Detail from H. Lawrence Hoffman's cover illustration for Erle Stanley Gardner's The Case of the Lame Canary, 1943
One of my 2011 music highlights was seeing the reunited Archers of Loaf, so I was pretty excited to see that Eric Bachmann's post-Archers project, Crooked Fingers, had a new LP coming out. Luckily, I wasn't expecting much of the Archers' sound to bleed through because, apart from some of that spiky guitar sound on "Bad Blood", Breaks in the Armor is not a very rocking album. However, it doesn't have that homespun, organic feel of my favorite Crooked Fingers records (the self-titled debut and Red Devil Dawn) either. I'd compare it to the oft-forgotten second Crooked Fingers album, Bring on the Snakes, with songs in a solitary, downcast mood built on pulsing loops and rhythm tracks.
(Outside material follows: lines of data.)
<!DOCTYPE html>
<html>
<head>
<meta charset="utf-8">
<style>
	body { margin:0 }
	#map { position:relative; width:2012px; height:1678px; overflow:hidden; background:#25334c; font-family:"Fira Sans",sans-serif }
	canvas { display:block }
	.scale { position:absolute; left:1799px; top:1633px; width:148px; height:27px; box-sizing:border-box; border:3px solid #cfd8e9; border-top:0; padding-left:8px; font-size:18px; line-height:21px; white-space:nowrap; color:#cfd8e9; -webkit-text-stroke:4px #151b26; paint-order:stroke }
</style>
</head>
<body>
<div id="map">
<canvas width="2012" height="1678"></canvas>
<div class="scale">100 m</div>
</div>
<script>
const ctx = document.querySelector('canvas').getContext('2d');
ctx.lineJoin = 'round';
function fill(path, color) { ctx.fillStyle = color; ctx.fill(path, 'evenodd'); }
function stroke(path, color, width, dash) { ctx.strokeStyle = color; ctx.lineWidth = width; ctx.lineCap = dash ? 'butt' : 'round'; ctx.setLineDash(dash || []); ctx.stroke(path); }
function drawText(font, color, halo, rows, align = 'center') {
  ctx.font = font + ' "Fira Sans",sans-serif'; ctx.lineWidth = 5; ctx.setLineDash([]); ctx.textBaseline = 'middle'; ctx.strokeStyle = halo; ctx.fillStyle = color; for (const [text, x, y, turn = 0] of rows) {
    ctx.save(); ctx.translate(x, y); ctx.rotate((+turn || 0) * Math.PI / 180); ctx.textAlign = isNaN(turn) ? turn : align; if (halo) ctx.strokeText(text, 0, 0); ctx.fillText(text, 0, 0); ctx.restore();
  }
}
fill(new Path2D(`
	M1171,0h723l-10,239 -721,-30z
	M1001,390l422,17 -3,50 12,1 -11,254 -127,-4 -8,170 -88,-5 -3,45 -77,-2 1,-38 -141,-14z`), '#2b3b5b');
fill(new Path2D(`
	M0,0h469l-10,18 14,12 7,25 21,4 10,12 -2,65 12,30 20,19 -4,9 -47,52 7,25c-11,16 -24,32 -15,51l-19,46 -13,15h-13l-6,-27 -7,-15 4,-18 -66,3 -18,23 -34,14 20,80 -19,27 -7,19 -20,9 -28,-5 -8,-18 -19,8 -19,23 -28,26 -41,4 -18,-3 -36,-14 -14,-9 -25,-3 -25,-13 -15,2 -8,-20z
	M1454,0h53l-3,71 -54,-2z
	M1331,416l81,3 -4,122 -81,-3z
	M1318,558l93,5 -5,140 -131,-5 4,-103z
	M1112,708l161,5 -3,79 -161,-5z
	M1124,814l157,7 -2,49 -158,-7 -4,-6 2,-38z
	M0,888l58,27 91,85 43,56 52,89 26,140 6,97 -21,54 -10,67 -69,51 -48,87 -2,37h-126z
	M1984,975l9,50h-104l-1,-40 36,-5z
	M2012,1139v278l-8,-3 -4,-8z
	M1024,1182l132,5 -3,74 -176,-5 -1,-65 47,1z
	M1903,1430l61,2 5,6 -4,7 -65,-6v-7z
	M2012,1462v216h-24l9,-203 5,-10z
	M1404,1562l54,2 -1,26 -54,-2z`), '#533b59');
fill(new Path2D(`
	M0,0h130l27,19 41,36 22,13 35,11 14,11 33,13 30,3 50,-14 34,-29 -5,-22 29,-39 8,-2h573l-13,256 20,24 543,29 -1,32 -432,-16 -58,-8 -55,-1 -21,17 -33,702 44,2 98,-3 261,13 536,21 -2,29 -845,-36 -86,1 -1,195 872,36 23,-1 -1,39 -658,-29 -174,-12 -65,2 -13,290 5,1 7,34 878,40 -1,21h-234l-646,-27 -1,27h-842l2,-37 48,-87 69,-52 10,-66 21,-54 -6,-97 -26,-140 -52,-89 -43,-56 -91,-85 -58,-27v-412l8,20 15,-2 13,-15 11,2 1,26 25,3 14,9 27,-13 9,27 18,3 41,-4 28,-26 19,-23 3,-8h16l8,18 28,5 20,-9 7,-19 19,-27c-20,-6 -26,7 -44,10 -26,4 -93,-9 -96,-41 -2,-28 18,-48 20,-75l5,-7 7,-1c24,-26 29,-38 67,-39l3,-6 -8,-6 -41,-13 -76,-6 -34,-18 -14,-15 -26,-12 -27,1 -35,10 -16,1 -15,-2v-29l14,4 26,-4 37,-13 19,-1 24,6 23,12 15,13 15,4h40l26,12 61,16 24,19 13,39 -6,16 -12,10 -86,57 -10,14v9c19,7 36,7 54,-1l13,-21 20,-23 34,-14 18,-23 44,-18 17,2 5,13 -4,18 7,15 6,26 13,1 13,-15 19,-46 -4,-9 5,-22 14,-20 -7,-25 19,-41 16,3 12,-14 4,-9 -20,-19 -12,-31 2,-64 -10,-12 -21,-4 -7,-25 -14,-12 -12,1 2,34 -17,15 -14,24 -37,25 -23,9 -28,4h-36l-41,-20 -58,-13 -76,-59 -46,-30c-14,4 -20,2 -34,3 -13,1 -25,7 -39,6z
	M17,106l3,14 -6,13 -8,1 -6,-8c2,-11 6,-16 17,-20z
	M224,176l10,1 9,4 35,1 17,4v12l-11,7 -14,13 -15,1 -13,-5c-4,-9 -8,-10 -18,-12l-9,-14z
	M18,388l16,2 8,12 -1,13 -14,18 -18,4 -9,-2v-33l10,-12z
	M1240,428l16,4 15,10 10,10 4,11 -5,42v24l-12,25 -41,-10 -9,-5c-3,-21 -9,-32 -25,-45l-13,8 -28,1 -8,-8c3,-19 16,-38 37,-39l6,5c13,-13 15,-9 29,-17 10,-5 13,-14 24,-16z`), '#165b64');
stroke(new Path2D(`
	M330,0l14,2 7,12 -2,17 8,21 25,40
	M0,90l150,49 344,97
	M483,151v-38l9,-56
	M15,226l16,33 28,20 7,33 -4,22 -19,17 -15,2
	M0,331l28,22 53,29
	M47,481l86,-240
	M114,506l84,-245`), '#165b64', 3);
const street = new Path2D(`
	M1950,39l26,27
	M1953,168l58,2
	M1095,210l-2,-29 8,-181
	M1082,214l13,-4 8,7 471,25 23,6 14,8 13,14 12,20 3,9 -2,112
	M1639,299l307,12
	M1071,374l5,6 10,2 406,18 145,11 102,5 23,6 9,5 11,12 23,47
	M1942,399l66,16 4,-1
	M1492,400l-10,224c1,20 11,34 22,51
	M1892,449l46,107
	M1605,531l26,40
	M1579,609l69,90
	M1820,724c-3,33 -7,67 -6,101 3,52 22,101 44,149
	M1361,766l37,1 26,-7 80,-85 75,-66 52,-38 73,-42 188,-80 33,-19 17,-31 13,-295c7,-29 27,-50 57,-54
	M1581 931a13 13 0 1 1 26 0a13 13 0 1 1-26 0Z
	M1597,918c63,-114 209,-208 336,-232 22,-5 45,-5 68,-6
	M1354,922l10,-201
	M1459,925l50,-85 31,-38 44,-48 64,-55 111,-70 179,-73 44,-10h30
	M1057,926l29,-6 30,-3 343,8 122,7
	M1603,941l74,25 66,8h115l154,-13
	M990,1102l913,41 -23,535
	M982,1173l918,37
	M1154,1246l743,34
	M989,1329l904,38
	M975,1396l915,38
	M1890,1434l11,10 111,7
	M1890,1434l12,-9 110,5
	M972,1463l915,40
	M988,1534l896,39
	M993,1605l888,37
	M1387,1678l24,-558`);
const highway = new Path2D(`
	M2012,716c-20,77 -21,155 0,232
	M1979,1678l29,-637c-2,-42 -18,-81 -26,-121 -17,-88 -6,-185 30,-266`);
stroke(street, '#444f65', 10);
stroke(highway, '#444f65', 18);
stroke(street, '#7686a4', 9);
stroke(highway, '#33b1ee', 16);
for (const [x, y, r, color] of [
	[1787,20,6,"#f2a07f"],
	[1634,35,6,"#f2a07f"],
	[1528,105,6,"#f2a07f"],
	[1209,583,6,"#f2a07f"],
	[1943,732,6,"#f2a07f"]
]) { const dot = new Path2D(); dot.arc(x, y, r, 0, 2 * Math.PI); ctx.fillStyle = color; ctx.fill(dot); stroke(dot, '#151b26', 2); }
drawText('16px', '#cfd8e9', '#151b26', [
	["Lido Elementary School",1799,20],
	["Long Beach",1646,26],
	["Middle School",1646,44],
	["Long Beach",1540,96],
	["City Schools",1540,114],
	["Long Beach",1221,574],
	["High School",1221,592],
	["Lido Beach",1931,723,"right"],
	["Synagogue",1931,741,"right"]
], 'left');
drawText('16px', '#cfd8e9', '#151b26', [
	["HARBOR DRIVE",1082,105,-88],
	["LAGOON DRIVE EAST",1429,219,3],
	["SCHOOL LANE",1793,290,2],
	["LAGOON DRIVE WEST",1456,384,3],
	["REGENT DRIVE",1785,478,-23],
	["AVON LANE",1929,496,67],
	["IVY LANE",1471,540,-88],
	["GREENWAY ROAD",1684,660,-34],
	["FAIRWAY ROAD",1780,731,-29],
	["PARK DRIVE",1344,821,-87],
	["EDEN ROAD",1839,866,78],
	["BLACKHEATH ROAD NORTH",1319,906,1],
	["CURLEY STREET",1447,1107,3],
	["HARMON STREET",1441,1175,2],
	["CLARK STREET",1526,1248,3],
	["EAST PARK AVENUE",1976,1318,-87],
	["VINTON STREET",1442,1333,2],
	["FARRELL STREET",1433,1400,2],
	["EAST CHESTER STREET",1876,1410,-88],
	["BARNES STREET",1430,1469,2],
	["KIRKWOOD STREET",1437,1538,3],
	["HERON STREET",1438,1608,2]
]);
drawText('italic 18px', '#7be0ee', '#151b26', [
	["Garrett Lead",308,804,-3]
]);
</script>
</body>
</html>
Which is not to say that Breaks in the Armor is a monotonous or depressing record - there's an introspective feel to it for sure, but the album's real somber tracks are spaced out nicely to avoid causing wrist-slitting impulses. Some of these tracks work (like the gorgeous "Heavy Hours") and some of them don't (like the soporific "The Hatchet"). But there are plenty of uptempo tracks to balance things out ("Your Apocalypse", "Typhoon", "Went to the City") and Liz Durrett's backing vocals provide a nice counterpoint to Bachmann's contemplative leads. A couple tracks have odd melodic turns that derail the album's momentum - the otherwise-lovely "The Counterfeiter" has a weirdly out-of-place chorus melody, for example - but it's one of the most solid offerings from Crooked Fingers in recent years.